-- DATA EXCERPTS --
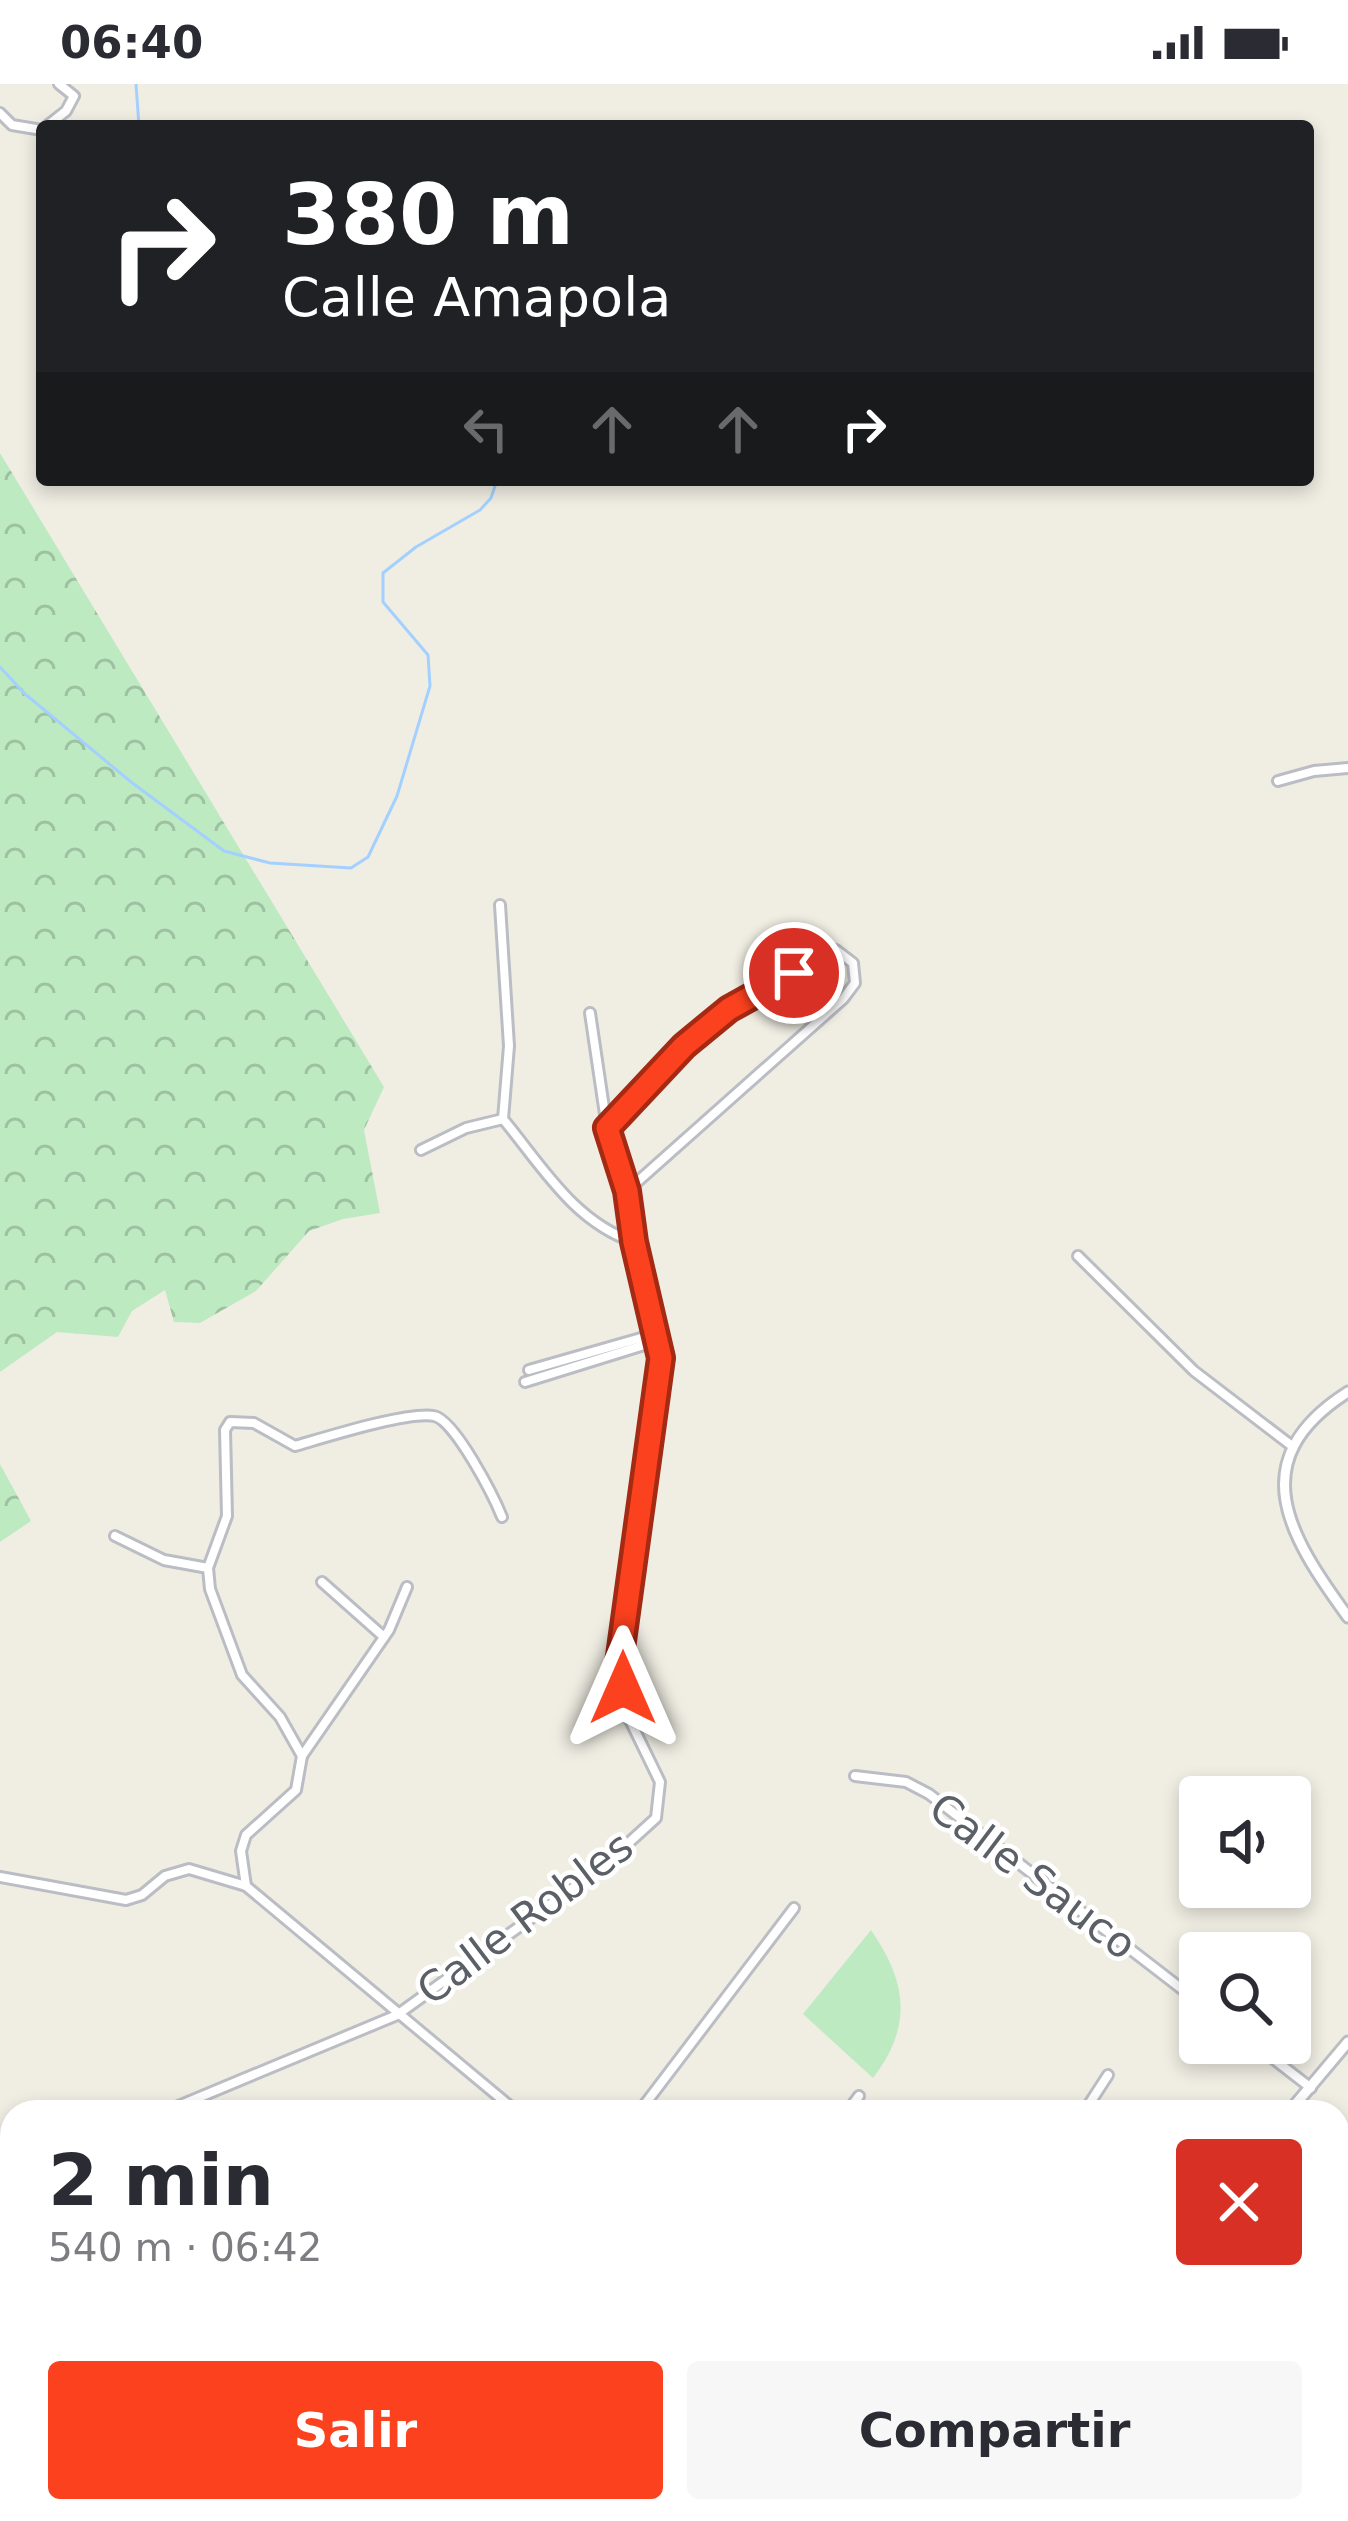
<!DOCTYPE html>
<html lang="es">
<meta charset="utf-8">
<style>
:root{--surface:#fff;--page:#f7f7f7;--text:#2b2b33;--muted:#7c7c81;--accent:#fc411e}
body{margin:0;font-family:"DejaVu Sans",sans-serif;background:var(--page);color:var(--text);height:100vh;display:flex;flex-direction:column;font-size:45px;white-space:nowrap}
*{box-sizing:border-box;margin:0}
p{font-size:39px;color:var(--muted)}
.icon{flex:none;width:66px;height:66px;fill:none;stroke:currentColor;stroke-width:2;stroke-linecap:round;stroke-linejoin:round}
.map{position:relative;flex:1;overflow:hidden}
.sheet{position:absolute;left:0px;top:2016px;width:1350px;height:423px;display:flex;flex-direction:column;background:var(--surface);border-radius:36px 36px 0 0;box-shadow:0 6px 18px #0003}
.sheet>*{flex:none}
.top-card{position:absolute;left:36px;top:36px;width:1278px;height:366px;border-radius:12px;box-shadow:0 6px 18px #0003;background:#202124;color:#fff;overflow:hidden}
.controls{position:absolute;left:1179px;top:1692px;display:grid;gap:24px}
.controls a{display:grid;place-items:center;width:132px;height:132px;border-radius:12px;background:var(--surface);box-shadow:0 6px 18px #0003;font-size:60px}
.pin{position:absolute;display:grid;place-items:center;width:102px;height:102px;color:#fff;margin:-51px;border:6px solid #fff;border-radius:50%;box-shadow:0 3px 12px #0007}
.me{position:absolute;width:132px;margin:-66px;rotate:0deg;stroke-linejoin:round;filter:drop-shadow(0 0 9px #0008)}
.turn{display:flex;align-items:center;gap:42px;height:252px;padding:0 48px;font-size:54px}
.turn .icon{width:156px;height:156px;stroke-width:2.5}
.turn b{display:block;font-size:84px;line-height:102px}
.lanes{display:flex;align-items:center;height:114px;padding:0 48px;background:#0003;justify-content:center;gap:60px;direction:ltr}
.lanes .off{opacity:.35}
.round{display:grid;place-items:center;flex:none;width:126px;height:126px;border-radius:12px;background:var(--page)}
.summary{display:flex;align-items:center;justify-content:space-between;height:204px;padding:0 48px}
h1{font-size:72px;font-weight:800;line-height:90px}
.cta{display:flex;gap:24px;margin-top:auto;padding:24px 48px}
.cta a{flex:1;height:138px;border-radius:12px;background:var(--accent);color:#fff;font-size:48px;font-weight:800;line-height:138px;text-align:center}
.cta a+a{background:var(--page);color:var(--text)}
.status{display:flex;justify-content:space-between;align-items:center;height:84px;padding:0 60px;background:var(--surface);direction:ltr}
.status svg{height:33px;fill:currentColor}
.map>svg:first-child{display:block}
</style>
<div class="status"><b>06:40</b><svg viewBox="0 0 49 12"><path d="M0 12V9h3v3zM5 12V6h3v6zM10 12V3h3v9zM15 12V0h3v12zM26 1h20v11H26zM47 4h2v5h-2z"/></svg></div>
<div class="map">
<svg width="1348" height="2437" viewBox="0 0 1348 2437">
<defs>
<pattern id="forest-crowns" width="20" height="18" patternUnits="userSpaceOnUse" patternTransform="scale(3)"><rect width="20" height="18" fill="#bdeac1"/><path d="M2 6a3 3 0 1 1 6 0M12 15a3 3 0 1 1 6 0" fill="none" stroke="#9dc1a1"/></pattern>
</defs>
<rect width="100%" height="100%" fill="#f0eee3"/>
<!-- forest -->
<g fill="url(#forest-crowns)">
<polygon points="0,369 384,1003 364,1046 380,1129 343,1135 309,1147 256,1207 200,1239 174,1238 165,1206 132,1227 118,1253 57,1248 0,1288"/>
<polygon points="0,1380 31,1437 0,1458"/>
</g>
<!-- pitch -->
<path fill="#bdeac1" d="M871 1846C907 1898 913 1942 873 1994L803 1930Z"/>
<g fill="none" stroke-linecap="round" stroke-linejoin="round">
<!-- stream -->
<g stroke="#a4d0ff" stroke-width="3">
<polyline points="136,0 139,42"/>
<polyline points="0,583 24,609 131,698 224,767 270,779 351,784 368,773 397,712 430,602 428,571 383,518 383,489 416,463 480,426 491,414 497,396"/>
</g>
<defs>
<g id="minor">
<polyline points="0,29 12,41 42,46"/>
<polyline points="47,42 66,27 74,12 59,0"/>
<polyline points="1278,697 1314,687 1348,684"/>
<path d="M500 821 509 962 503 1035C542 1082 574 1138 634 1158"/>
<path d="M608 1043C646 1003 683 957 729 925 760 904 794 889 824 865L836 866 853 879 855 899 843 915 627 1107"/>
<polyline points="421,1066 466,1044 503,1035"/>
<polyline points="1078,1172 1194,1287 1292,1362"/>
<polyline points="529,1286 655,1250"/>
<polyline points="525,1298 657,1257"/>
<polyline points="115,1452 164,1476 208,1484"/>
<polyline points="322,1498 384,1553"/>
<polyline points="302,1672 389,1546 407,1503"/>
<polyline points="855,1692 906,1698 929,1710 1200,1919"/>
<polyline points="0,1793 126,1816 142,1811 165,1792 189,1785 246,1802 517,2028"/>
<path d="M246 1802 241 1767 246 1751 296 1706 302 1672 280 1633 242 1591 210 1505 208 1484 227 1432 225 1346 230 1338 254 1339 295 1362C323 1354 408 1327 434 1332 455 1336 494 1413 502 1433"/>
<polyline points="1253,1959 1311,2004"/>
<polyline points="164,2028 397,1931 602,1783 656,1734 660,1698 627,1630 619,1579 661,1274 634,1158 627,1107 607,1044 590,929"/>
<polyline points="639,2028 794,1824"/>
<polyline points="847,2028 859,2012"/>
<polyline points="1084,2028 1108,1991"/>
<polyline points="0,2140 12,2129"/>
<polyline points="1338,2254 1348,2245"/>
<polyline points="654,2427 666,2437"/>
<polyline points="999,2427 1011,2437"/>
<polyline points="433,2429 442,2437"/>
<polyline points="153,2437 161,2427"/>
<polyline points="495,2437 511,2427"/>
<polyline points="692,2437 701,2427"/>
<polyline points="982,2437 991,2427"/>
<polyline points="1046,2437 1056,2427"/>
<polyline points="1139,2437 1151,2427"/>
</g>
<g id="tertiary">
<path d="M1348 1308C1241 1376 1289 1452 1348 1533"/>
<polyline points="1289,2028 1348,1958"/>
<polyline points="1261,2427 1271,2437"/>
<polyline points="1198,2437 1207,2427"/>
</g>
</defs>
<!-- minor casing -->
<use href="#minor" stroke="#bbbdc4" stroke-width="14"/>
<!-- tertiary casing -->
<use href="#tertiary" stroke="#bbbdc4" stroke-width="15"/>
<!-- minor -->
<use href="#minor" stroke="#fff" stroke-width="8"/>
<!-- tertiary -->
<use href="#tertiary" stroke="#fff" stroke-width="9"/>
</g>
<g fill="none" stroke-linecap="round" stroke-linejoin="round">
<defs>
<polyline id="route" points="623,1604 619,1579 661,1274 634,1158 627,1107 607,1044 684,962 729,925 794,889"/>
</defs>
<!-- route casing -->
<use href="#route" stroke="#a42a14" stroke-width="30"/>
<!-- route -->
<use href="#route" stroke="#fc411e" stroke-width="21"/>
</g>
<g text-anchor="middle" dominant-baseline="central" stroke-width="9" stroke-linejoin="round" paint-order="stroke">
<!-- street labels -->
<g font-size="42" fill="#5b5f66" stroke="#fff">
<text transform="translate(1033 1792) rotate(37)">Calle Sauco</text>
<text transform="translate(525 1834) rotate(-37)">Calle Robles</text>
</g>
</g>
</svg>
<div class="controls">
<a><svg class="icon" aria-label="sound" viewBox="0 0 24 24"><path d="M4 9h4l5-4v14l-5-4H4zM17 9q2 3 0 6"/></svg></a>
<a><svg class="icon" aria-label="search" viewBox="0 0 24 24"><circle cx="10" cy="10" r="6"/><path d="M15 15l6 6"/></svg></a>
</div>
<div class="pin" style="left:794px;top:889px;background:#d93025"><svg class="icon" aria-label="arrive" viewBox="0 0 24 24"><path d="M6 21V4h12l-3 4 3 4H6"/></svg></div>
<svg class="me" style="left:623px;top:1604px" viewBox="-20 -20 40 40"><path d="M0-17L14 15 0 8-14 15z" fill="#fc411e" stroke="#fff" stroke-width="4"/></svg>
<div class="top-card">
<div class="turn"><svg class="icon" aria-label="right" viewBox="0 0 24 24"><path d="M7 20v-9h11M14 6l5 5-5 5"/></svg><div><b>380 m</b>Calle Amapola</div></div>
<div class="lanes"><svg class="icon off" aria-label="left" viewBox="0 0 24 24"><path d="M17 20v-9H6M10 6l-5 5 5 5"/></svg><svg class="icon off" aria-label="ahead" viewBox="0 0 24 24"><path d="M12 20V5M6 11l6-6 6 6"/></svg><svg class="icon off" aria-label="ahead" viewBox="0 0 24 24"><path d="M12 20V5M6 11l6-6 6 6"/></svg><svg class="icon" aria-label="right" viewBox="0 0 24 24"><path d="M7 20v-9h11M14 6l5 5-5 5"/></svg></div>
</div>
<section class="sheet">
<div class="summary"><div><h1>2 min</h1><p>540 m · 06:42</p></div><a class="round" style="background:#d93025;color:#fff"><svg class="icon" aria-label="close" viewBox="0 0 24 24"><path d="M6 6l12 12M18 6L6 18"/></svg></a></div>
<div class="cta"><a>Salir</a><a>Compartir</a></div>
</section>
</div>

-- ASSIGNED TASK --
Where a line of the data contains "controls", copy that line.

-- RESULT --
.controls{position:absolute;left:1179px;top:1692px;display:grid;gap:24px}
.controls a{display:grid;place-items:center;width:132px;height:132px;border-radius:12px;background:var(--surface);box-shadow:0 6px 18px #0003;font-size:60px}
<div class="controls">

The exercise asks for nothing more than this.